Facebook’s Stock Shock Foreshadows a Less Profitable Future for the Social Network
By Janko Roettgers
LOS ANGELES (Variety.com) – These days, everything seems to be going wrong for Facebook. The social networking giant is still reeling from the aftermath of the Cambridge Analytica privacy scandal. Its content moderation guidelines are under scrutiny over decisions to keep Infowars content, as well as Holocaust denial, on its platform. And on Wednesday, investors reacted with shock after delivered lower-than-expected earnings , growth metrics, and financial forecasts.
However, the resulting stock sell-off, which resulted in the evaporation of $120 billion of the company’s market capitalization , can’t just be explained with Facebook missing Wall Street’s revenue estimates. Instead, investors are waking up to a key realization that Facebook executives have been frank about for some time: The ways consumers interact with social media are changing, and as Facebook is adapting, its profit margins are bound to get smaller.
Facebook’s growth problem
One of the key take-aways from Wednesday’s earnings report is that Facebook’s growth is slowing. The company had been delivering solid double-digit growth every single quarter, but in Q2, its year-over-year growth slowed down to 11%. What’s more, quarter-over-quarter, growth in the U.S. and Canada was flat, and user numbers in Europe even declined.
This shouldn’t come as a surprise: Facebook is now being used by 2.23 billion users around the world every month. That’s already close a third of the world’s total population, and an estimated 62% of the world’s internet users. Facebook has been investing into helping to expand internet usage around the world to grow its potential audience, but ultimately, the company is set to hit a ceiling.
That kind of saturation can already be seen in the U.S., where the social network has been hovering at around 185 million daily active users for a year now. Facebook is addressing this with a bigger focus on some of its other apps that still have more of a growth potential, including Instagram, and the company is likely going to put a bigger emphasis on those numbers going forward. CEO Mark Zuckerberg already set off a trial balloon for this approach during Wednesday’s earnings call, revealing that 2.5 billion people used one of Facebook’s apps every month.
Stories and Watch have fewer ads
Facebook’s growth slow-down alarmed investors. But what really sent them over the edge Wednesday was Facebook CFO David Wehner’s forecast that the company’s revenue growth would decelerate over the coming quarters, and his warning that Facebook’s operating margin would sink from its current level of 44% to the mid-thirties over the coming quarters. Wehner attributed part of this with a bigger investment in security and content moderation, which executives have flagged for some time as something that could negatively impact profitability.
But Wehner also singled out Stories, which have been extremely popular on WhatsApp and Instagram. Facebook started to add Stories to many of its apps two years ago after the format proved popular on Snapchat. This successfully stopped Snapchat’s growth, to the point where now twice as many people use Stories on Instagram as Snapchat.
However, Stories have a lighter ad load, and as such, don’t make Facebook as much money as its traditional newsfeed. Facebook COO Sheryl Sandberg wasn’t able to promise investors Wednesday that they ever would, telling investors: “We honestly don’t know.”
Investors seemed unnerved by these revelations, but executives had been warning about the issue for some time. In fact, Zuckerberg had talked in frank terms about a need to evolve Facebook’s business almost exactly a year ago, when the company was reporting its Q2 2017 earnings . Back then, Zuckerberg warned investors that the company’s embrace of video could lead to some significant changes. “The economics are quite different from the current feed-based businesses that we have today,” he said.
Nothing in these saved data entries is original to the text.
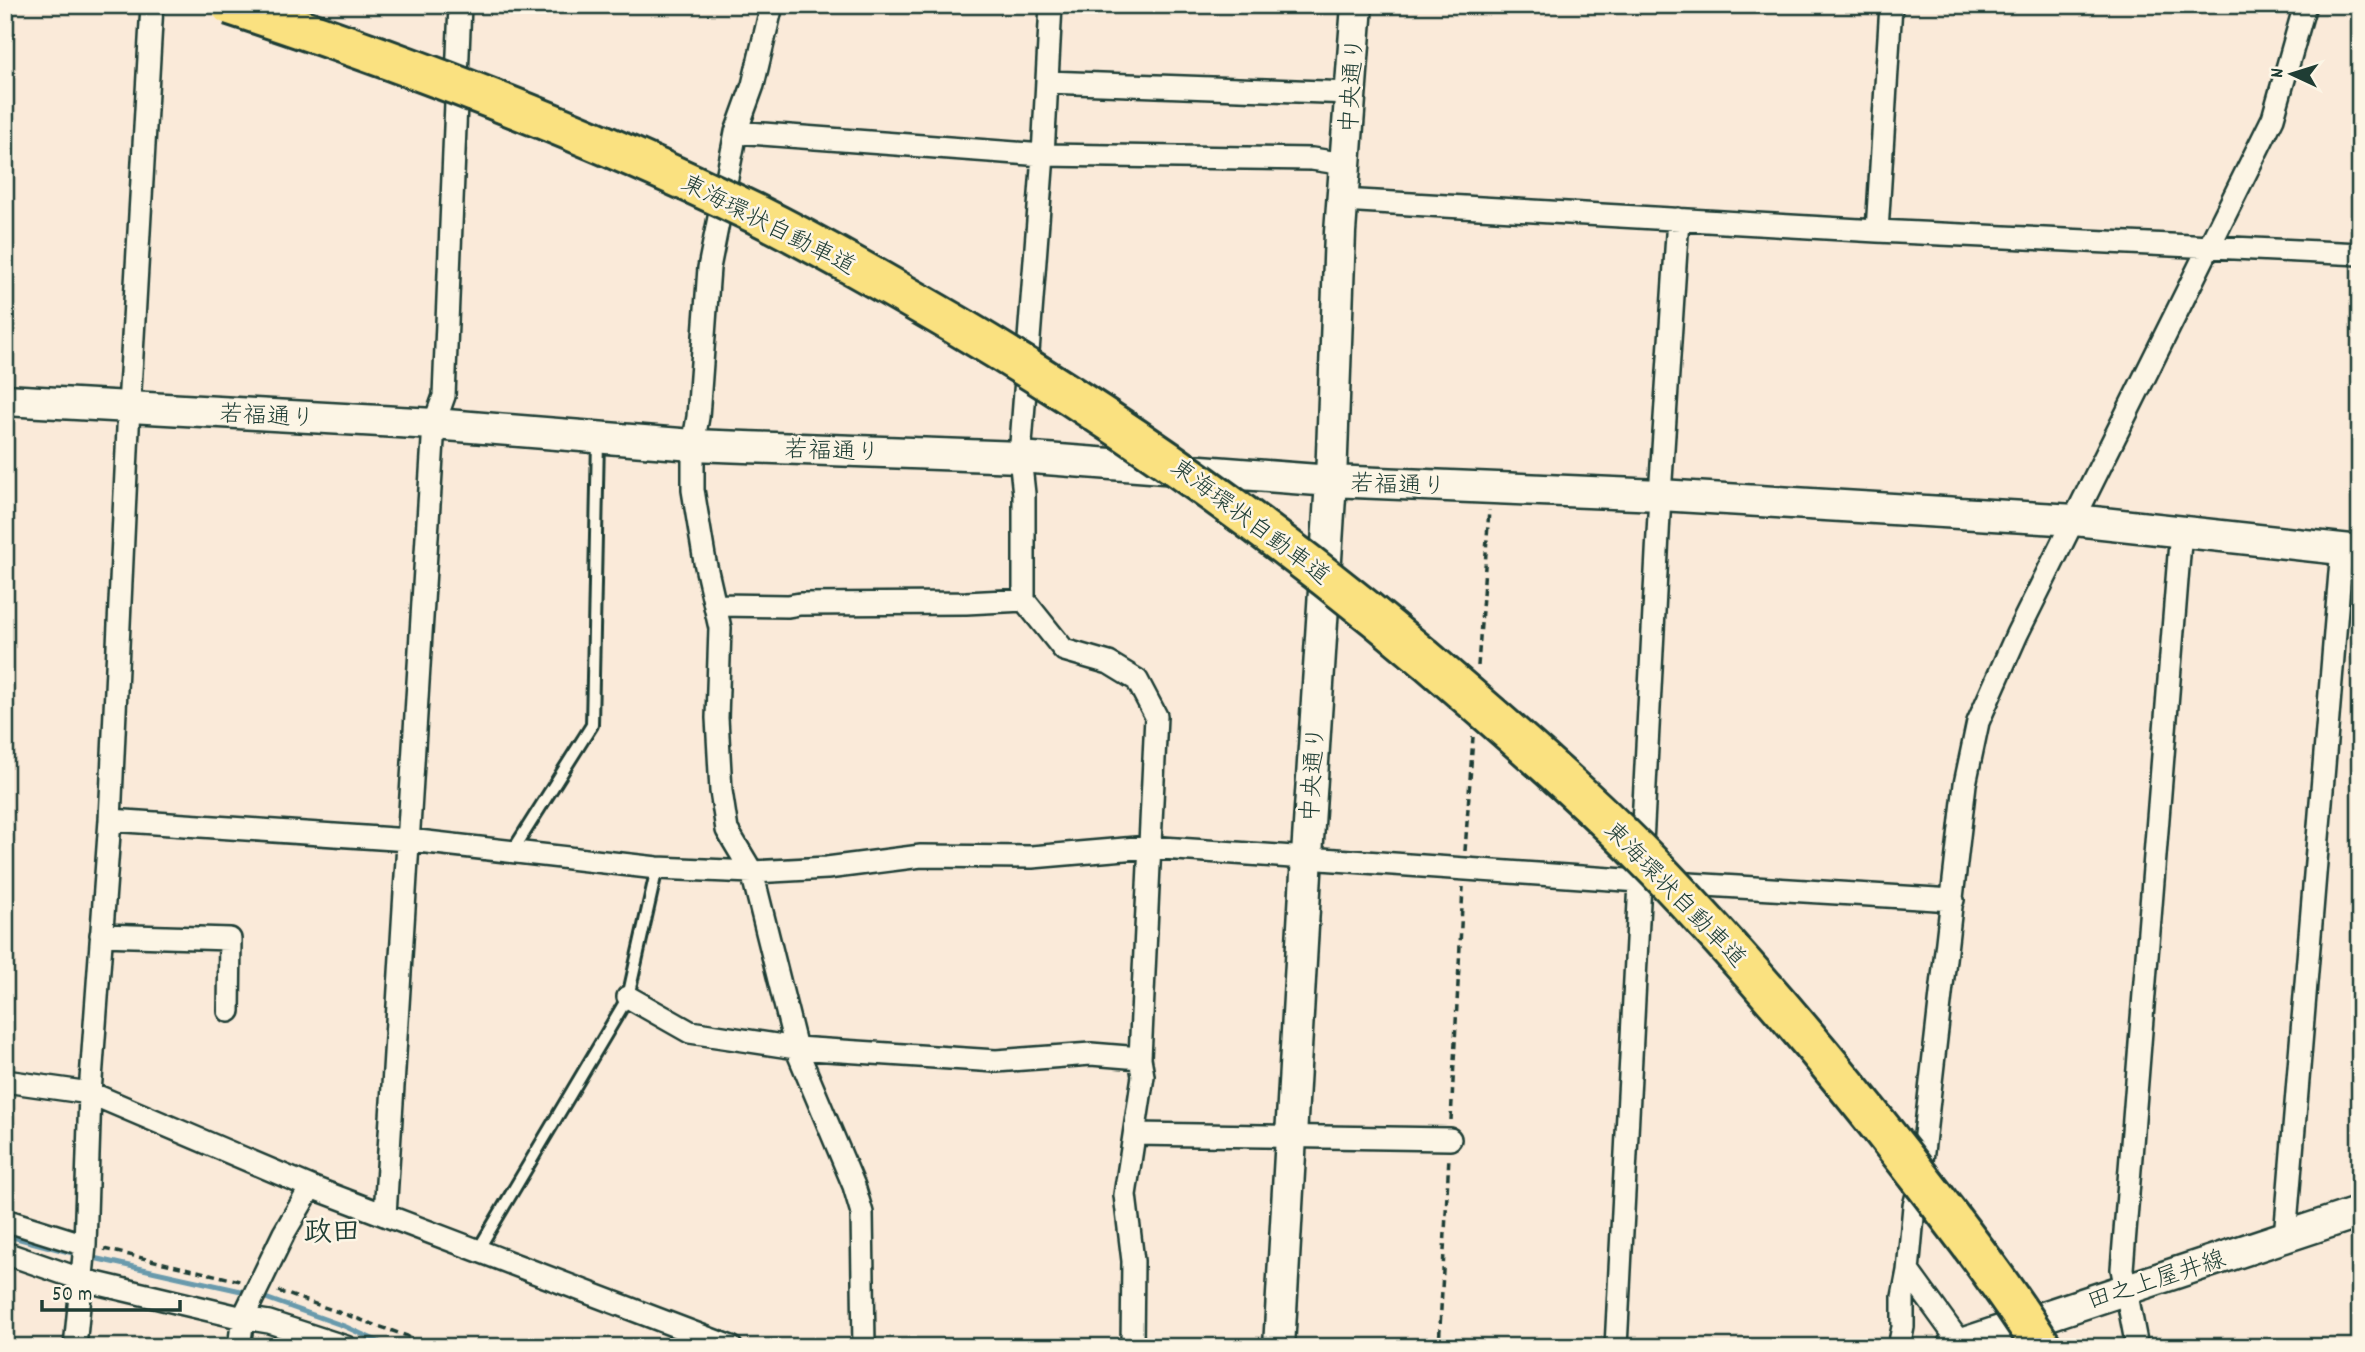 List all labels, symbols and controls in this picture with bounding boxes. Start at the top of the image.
street label: 中央通り [1334,36,1374,134]
north arrow [2256,38,2326,108]
text: N [2265,67,2292,79]
street label: 東海環状自動車道 [674,168,861,285]
street label: 若福通り [218,399,316,437]
street label: 若福通り [783,434,880,472]
street label: 東海環状自動車道 [1162,452,1336,595]
street label: 若福通り [1349,468,1446,506]
street label: 中央通り [1295,725,1335,823]
street label: 東海環状自動車道 [1595,815,1753,977]
district label: 政田 [304,1215,360,1255]
street label: 田之上屋井線 [2083,1243,2231,1320]
scale bar [42,1268,180,1312]
text: 50 m [52,1281,92,1311]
“The margin structure will be different,” Zuckerberg explained. “This business will likely be — not likely I think, almost certainly will be — a lower margin source of revenue than the current thing that we do.” At the time, Wehner also warned that Facebook’s embrace of video would likely mean that people would spend less time in the company’s highly-profitable newsfeed. “There is, in that sense, a cannibalistic effect of sort happening there,” Wehner said.
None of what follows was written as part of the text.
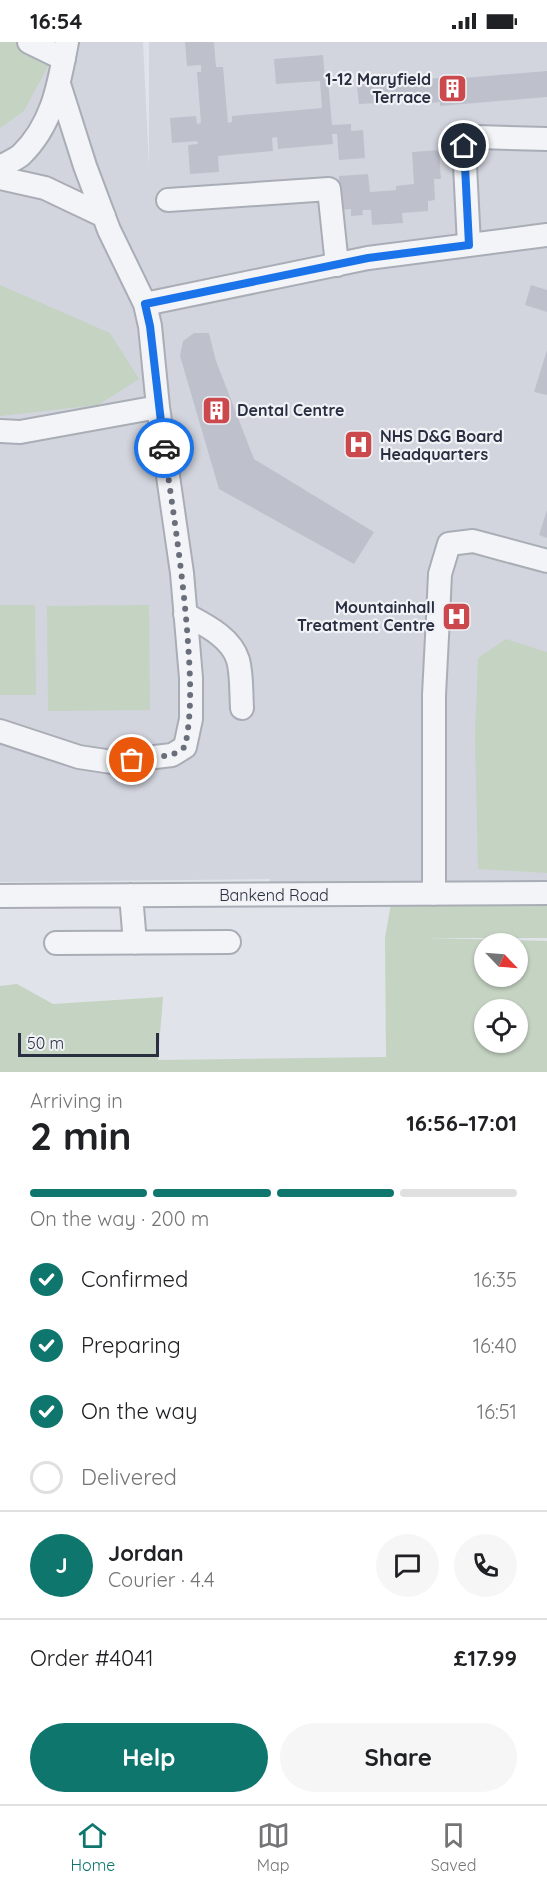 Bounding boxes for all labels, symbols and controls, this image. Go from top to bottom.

Say good-bye to the cash machine
Zuckerberg and Wehner made those remarks just before Facebook launched Facebook Watch, a dedicated, YouTube-like video destination seeded with original content from partners like BuzzFeed, Tastemade, and Cheddar. But the same is true for similar media-centric initiatives, including Stories and Instagram’s newly-launched IGTV.
Ultimately, Facebook has to evolve to stay relevant to its user base and not lose out to competitors like Snapchat. Those changes can impact the company’s profitability in the short run, but it’s also likely that some of these new media formats will never be as profitable as Facebook’s newsfeed.
To be clear: Facebook is still poised to make billions every quarter for the foreseeable future. But as the company embraces a changing online media landscape, investors may have to cope with the fact that the days of the newsfeed cash machine may not last forever.